Translation of "Yatarken" in English

0.009 sec.

Examples of using "Yatarken" in a sentence and their english translations:

Tarlalarda yatarken

As he lies on the fields

Bir gece, sırtüstü yatarken

And one night, lying flat on my back,

Babasını mutfakta yatarken buldu.

He found his father lying in the kitchen.

Kendini parkta bir bankta yatarken buldu.

He found himself lying on a bench in the park.

O, mutfak zemininde bilinçsiz yatarken bulundu.

He was found lying unconscious on the kitchen floor.

Uyandığında kendini hastanede bir yatakta yatarken buldu.

He awoke to find himself lying on the bed in the hospital.

O, kız kardeşini kaldırımda bilinçsizce yatarken buldu.

She found her sister sprawled unconscious on the sidewalk.

O, kızını baygın halde kaldırımda yatarken gördü.

She saw her daughter lying on the sidewalk, unconscious.

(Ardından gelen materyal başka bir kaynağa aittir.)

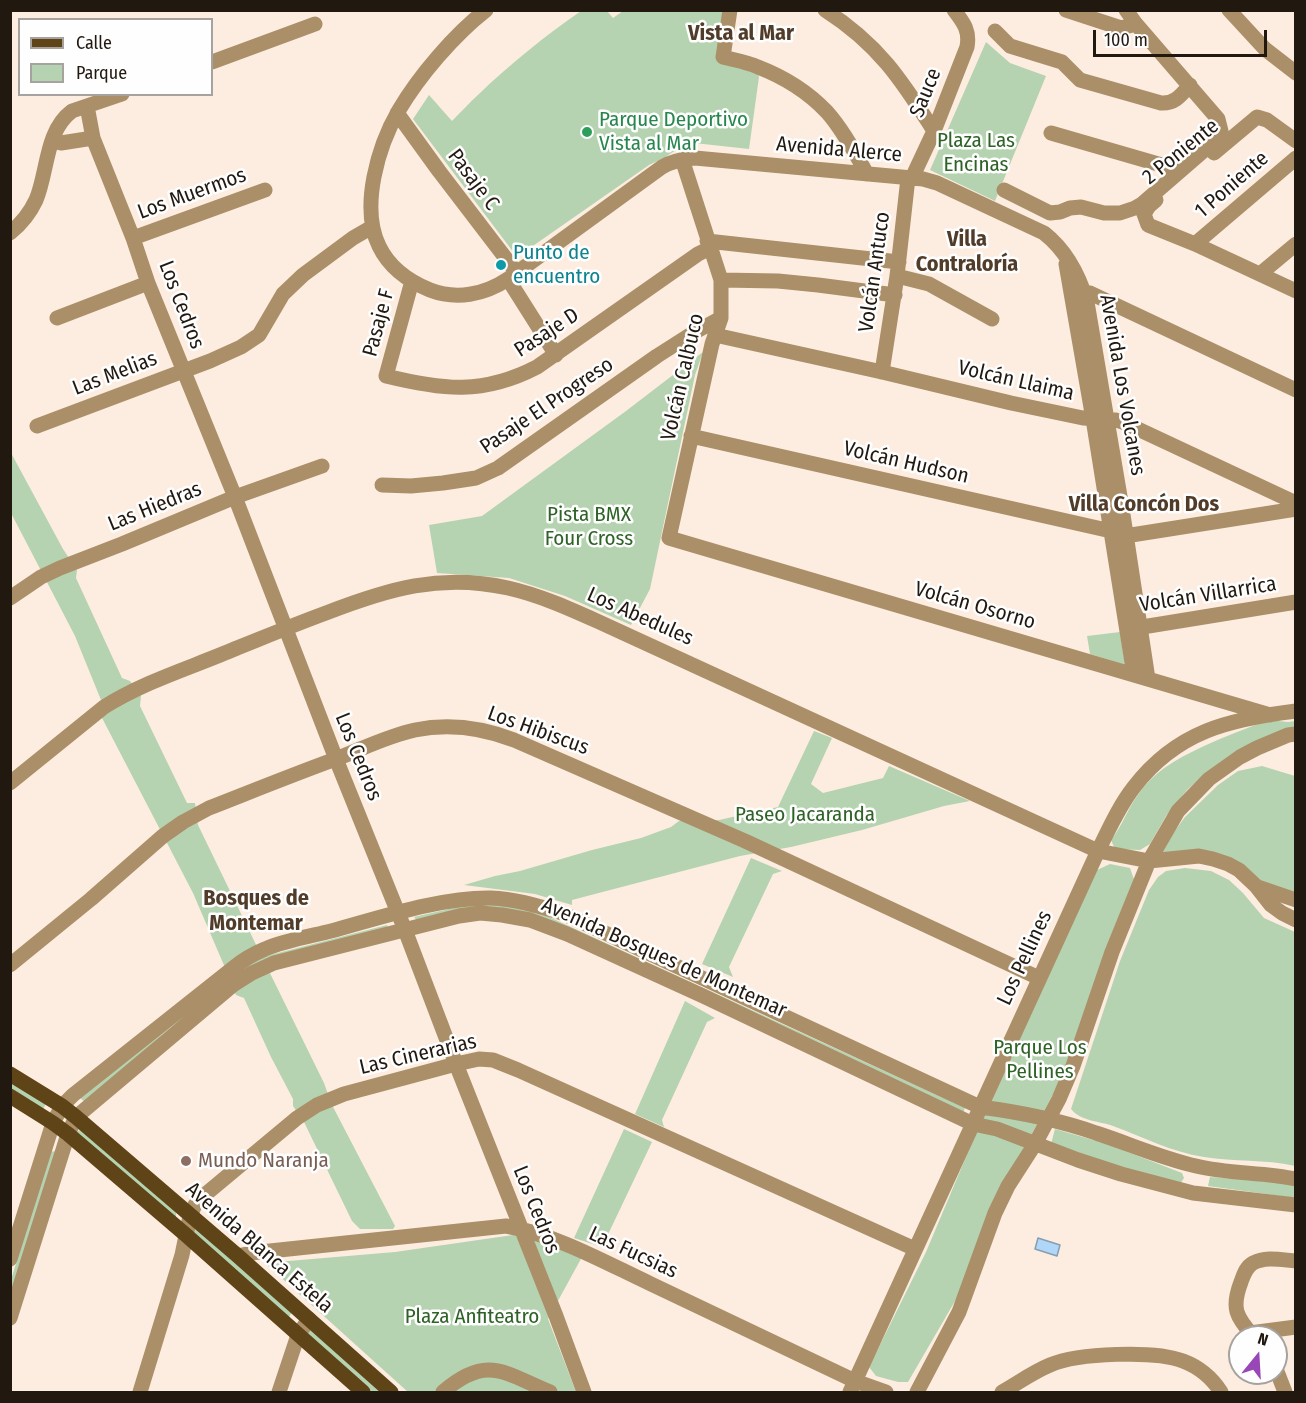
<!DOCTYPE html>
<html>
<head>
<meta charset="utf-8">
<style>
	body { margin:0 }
	#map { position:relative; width:1306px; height:1403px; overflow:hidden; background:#fdede0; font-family:"Fira Sans Condensed",sans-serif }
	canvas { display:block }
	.frame { position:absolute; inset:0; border:12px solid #211810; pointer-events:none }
	.legend { position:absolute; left:18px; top:18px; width:195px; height:78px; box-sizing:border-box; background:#fefefe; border:2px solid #a6a29f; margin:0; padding:8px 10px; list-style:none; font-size:18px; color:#211810 }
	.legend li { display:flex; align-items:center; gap:12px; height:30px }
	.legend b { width:30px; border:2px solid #a6a29f }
	.north { position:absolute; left:1228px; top:1325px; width:60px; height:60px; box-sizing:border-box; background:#fefefe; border:2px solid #a6a29f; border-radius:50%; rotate:18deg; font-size:16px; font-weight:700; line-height:24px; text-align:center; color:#211810 }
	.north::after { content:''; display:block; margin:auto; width:21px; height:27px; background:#9947b6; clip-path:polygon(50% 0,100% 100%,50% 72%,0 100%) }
	.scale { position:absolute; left:1093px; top:30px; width:174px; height:27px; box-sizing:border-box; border:3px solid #211810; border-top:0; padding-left:8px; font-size:18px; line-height:21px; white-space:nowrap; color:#211810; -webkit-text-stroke:4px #fefefe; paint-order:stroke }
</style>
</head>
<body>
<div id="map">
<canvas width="1306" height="1403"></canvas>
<div class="frame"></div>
<ul class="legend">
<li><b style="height:8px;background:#5f4418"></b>Calle</li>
<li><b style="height:16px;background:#b5d3b0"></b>Parque</li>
</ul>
<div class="north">N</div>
<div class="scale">100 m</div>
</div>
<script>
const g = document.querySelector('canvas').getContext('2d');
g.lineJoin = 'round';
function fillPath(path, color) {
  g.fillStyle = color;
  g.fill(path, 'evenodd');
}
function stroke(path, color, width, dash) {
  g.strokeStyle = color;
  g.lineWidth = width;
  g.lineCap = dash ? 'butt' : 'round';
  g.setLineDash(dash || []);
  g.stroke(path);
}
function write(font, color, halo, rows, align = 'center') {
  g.font = font + ' "Fira Sans Condensed",sans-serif';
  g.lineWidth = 5;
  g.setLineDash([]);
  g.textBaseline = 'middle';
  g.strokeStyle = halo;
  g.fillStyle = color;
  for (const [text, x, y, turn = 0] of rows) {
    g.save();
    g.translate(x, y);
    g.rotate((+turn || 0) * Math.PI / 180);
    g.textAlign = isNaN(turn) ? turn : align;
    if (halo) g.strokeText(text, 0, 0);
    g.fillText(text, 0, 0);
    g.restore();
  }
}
const green = new Path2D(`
	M 581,11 L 607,11 L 613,18 L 623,11 L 725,11 L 718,59 L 757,71 L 759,77 L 749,149 L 694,143 L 682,146 L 664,158 L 649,165 L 517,257 L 413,119 L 429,95 L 452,121 C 461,112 470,102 479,94 C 510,64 545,36 581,11 Z
	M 986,42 L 1010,63 L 1046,76 L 995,201 L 930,170 Z
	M 703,352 L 695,375 L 650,589 L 631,625 L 565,596 L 509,578 L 437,573 L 429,525 L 482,516 L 626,411 Z
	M 10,451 L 63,549 L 77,570 L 76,578 L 122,678 L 130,681 L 141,696 L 140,706 L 187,803 L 195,803 L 198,825 L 262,957 L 387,925 L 389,930 L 265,963 L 324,1083 L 332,1105 L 395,1226 L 393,1229 L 360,1229 L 352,1221 L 304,1122 L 293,1106 L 293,1099 L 271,1057 L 244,998 L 236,995 L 231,982 L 171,1027 L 85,1102 L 80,1098 L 229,977 L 193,893 L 101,716 L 101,700 L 75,636 L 11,513 Z
	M 1120,632 L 1125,665 L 1090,654 L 1087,636 Z
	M 1269,720 L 1288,722 L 1295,721 L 1295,728 L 1200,778 L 1187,790 L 1166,816 L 1150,844 L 1140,850 L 1115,849 L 1111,840 C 1123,825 1128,807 1140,792 C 1157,769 1179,758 1204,746 C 1226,736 1247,728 1269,720 Z
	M 814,731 L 832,738 L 811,784 L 823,793 L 883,778 L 889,766 L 970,801 L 944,806 L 862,830 L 791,847 L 740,856 L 572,900 L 572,905 L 535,894 L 464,885 L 495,876 L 520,871 L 592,850 L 641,838 L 671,827 L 679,821 L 719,820 L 778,807 Z
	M 1262,766 L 1295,776 L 1295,896 L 1269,888 L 1241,867 L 1156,856 L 1185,817 L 1218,785 L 1238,771 Z
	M 751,858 L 782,871 L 773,874 L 729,967 L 733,977 L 702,964 Z
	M 1110,864 L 1130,868 L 1135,882 L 1067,1068 L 1020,1156 L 962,1289 L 908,1382 L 898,1382 L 876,1376 L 869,1367 L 926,1252 L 974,1138 L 1097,870 Z
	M 1185,868 L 1211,871 L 1229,880 L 1243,893 L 1264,918 L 1295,932 L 1295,1166 C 1265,1159 1234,1162 1204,1157 C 1171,1152 1143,1137 1113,1126 C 1099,1121 1080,1121 1071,1109 L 1120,961 L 1149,890 L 1158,877 L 1166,871 Z
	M 506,904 L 534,910 L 965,1108 L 963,1113 L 537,917 L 417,921 L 414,917 L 462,906 Z
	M 685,1001 L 715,1018 L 707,1022 L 662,1120 L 664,1127 L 635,1114 Z
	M 10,1080 L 47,1102 L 43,1109 L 11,1088 Z
	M 82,1128 L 176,1210 L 176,1219 L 76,1133 Z
	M 624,1129 L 652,1142 L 602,1247 L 574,1238 Z
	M 1055,1129 L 1107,1144 L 1182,1173 L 1184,1178 L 1180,1184 L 1102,1162 L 1051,1144 Z
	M 56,1151 L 11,1299 L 11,1280 L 50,1152 Z
	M 1210,1177 L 1278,1182 L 1295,1185 L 1295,1198 L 1208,1186 Z
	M 195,1226 L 293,1310 L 288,1319 L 191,1233 Z
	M 513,1235 L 541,1236 L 582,1257 L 548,1319 L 576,1392 L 408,1392 L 265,1263 L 395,1252 Z
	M 312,1326 L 385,1392 L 368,1392 L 304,1335 Z`);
const water = new Path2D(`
	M 1038,1238 L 1060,1245 L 1057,1256 L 1035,1249 Z`);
const minor = new Path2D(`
	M 486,10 C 454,35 419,76 399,110 C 378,146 360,207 379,246 C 389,267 408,281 430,290 C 456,300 484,295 508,279 L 662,167 C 672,161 683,159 695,158 L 923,179 L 937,183 L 1044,233 C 1067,251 1079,275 1087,302 L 1122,508 L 1148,679
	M 730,10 L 723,57 C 734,60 747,62 758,67 C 784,77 808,92 827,112 C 843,130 855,153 867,174
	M 825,10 C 878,44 901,79 934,131
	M 1066,10 L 1121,28 L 1136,24
	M 1229,10 L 1265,49 L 1296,73
	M 995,31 L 1010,46 L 1062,62 L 1080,80 L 1161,103 C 1175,104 1181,95 1190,85
	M 212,62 L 315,24
	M 87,106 L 93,138 L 133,238 L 148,283 L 235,497 L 336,759 L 405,930 L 456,1064 L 556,1316 L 584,1392
	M 397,113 L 439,171 L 517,273
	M 1051,133 L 1179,170
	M 52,141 L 61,143 L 93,138
	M 1214,153 L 1257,117 L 1267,120 L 1296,141
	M 682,159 L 721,280 L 721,318 L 712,344 L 669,538 L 1270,715
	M 912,178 L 934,131 L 967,47 C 970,31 964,23 954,10
	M 1004,190 L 1050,213 L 1060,212 L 1070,208 L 1081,207 L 1104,213 L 1120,213 L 1135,208 L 1142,204 L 1217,139 L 1221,131 L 1218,119 L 1136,24 L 1126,10
	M 1156,200 L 1149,206 L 1144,214 L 1148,225 L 1195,244 L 1296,291
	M 10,233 C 21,224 30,213 36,200 C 48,172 45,131 72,111 L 122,94
	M 133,238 L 265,190
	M 707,241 L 899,262
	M 1195,244 L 1296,158
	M 1066,264 L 1093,419 L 1134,675
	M 1260,274 L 1296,244
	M 897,276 L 929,284 L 992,319
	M 508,279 L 556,355
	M 721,280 L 778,281 L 818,285 L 895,295
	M 412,281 L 386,376 C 443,390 483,395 537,367 L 698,254 L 710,248
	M 1077,292 L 1090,293 L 1296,390
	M 57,318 L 148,283
	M 715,335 L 882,372 L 1011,403 L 1083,418 L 1116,420 L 1125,423 L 1296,503
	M 882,372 L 897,276 L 908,178
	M 37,426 L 210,361 L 241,347 L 259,335 L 283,294 L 303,275 L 353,238 L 372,227
	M 691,436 L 1111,531
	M 382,485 L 411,486 L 443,483 L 476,478 L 498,468 L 657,356 L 693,333 L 721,318
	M 1125,536 L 1296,509
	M 10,598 L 41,577 L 60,568 L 122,544 L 235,497 L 322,466
	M 1130,629 L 1296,602
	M 10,783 L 104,707 C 145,681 193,667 237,648 C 267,636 296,624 326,613 C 388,589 440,573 508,588 C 539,595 568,608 597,621 L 1098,851 L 1149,861 L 1199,856 L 1213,859 L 1228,864 L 1239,870 L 1256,886 L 1271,905 L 1282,913 L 1296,920
	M 1258,887 L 1296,900
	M 10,965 L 91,899 L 163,836 L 183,822 L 209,808 C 250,792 292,775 333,760 C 360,750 387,736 415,730 C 449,723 483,728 514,740 L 745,841 L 1039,978
	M 238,1256 L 251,1253 L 506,1226 C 557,1235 604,1262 651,1284 C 719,1316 787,1348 855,1381 L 886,1392
	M 10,1259 L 53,1123 L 62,1106 L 73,1095 L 233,968 C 243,960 253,954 265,949 C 283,941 311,936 331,931 C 379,918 441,897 491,898 C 516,899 538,906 562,913 L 980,1107 C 1019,1112 1059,1120 1096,1133 C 1130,1144 1161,1158 1196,1166 C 1228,1174 1263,1172 1296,1179
	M 10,1318 L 68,1134 L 76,1117 L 233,985 L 252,973 L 274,963 L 459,916 L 480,913 L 502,915 L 530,920 L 567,934 L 703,996 L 973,1124 L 997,1129 L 1078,1160 L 1121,1174 L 1193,1193 L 1296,1205
	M 1250,1333 L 1296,1327
	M 1254,1337 C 1236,1317 1231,1308 1241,1282 C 1244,1274 1246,1267 1253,1263 C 1266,1256 1282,1260 1296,1261
	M 1276,1369 L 1285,1392
	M 140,1392 L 182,1255 L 190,1216 L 195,1205 L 207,1193 L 297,1118 L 317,1105 L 344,1094 L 456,1064 L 479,1059 L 493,1060 L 518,1070 L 915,1249
	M 279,1392 L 298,1335 L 309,1319
	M 443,1392 C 487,1354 504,1373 550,1392
	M 850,1392 L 1098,851 C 1109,829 1119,806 1134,787 C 1177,731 1230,719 1296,711
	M 917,1392 L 959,1312 L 995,1213 L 1008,1186 L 1035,1144 L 1059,1099 L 1073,1066 L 1112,952 L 1149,861 L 1178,811 L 1209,779 L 1240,757 L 1257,748 L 1288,735 L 1296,734
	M 1002,1392 C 1018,1383 1033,1372 1050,1365 C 1078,1353 1155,1350 1183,1361 C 1199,1367 1212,1378 1221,1392`);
const major = new Path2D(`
	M 10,1074 L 62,1106 L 76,1117 L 238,1256 L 391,1392
	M 10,1096 L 53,1123 L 68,1134 L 186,1235 L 363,1392`);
const markers = [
	[587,132,6,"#2e9e5b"],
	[501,265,6,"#0f9aa8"],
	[186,1161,6,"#8d6e63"]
];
const streetNames = [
	["Sauce",926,93,-68],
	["Avenida Alerce",839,150,5],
	["2 Poniente",1181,152,-39],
	["Pasaje C",473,180,53],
	["1 Poniente",1232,185,-41],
	["Los Muermos",192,194,-20],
	["Volcán Antuco",875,272,-82],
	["Los Cedros",181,305,69],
	["Pasaje F",379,323,-75],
	["Pasaje D",547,333,-33],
	["Las Melias",115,374,-21],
	["Volcán Calbuco",683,377,-77],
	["Volcán Llaima",1016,381,13],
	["Avenida Los Volcanes",1122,385,80],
	["Pasaje El Progreso",547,406,-34],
	["Volcán Hudson",906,463,13],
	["Las Hiedras",155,507,-22],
	["Volcán Villarrica",1208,595,-9],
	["Volcán Osorno",975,606,16],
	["Los Abedules",640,617,24],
	["Los Hibiscus",538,731,20],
	["Los Cedros",358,757,68],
	["Avenida Bosques de Montemar",664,958,24],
	["Los Pellines",1025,958,-65],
	["Las Cinerarias",418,1055,-13],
	["Los Cedros",536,1210,68],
	["Avenida Blanca Estela",259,1248,41],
	["Las Fucsias",633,1253,25]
];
const leisureNames = [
	["Parque Deportivo",599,120],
	["Vista al Mar",599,144]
];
const parkNames = [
	["Plaza Las",976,141],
	["Encinas",976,165],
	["Pista BMX",589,515],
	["Four Cross",589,539],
	["Paseo Jacaranda",805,815],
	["Parque Los",1040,1048],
	["Pellines",1040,1072],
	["Plaza Anfiteatro",472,1317]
];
const cultureNames = [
	["Punto de",513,253],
	["encuentro",513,277]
];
const educationNames = [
	["Mundo Naranja",198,1161]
];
const neighbourhoodNames = [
	["Vista al Mar",741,34],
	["Villa",967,240],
	["Contraloría",967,265],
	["Villa Concón Dos",1144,505],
	["Bosques de",256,899],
	["Montemar",256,924]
];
fillPath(green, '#b5d3b0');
fillPath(water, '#b0d7f8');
stroke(water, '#859eb2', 1.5);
stroke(minor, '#aa8f69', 15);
stroke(major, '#5f4418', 15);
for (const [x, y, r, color] of markers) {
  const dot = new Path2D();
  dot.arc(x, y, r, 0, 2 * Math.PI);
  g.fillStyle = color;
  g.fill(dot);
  stroke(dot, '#fefefe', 2);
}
write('21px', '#211810', '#fefefe', streetNames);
write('21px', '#27864d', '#fefefe', leisureNames, 'left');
write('21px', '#2e6226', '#fefefe', parkNames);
write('21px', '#0d838f', '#fefefe', cultureNames, 'left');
write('21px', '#785e54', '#fefefe', educationNames, 'left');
write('bold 22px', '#513c29', '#fefefe', neighbourhoodNames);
</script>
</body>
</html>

Tom Mary'yi mutfak zemininde bilinçsizce yatarken buldu.

Tom found Mary lying unconscious on the kitchen floor.

Saat on bire kadar kendimi yatakta yatarken göremiyorum.

I can't see myself lying in bed until eleven o'clock.

- Yatarken kaç yastık kullanıyorsunuz?
- Uyurken kaç yastıkla yatıyorsunuz?

How many pillows do you use when sleeping?

Eğer gidersen, tüm dünyaya ben yatarken beni okşadığını söylerim.

If you leave, I'll tell all the world you fondle me while I sleep.

Onlar birkaç içki içti ve kendilerini birlikte yatarken buldular.

They had a few drinks and ended up sleeping together.

İngilizceyi mükemmel şekilde, kanepede yatarken ve bira içerken öğrendi.

He learned English perfectly well, lying on the sofa and drinking beer.

Polis Tom'u alınının ortasındaki bir kurşun deliğiyle yerde yatarken buldu.

The police found Tom lying on the floor with a bullet hole in the middle of his forehead.

- Tom'a yatarken bir masal okuyabilir misin?
- Tom için bir uyku masalı okur musun?

Would you mind reading a bedtime story to Tom?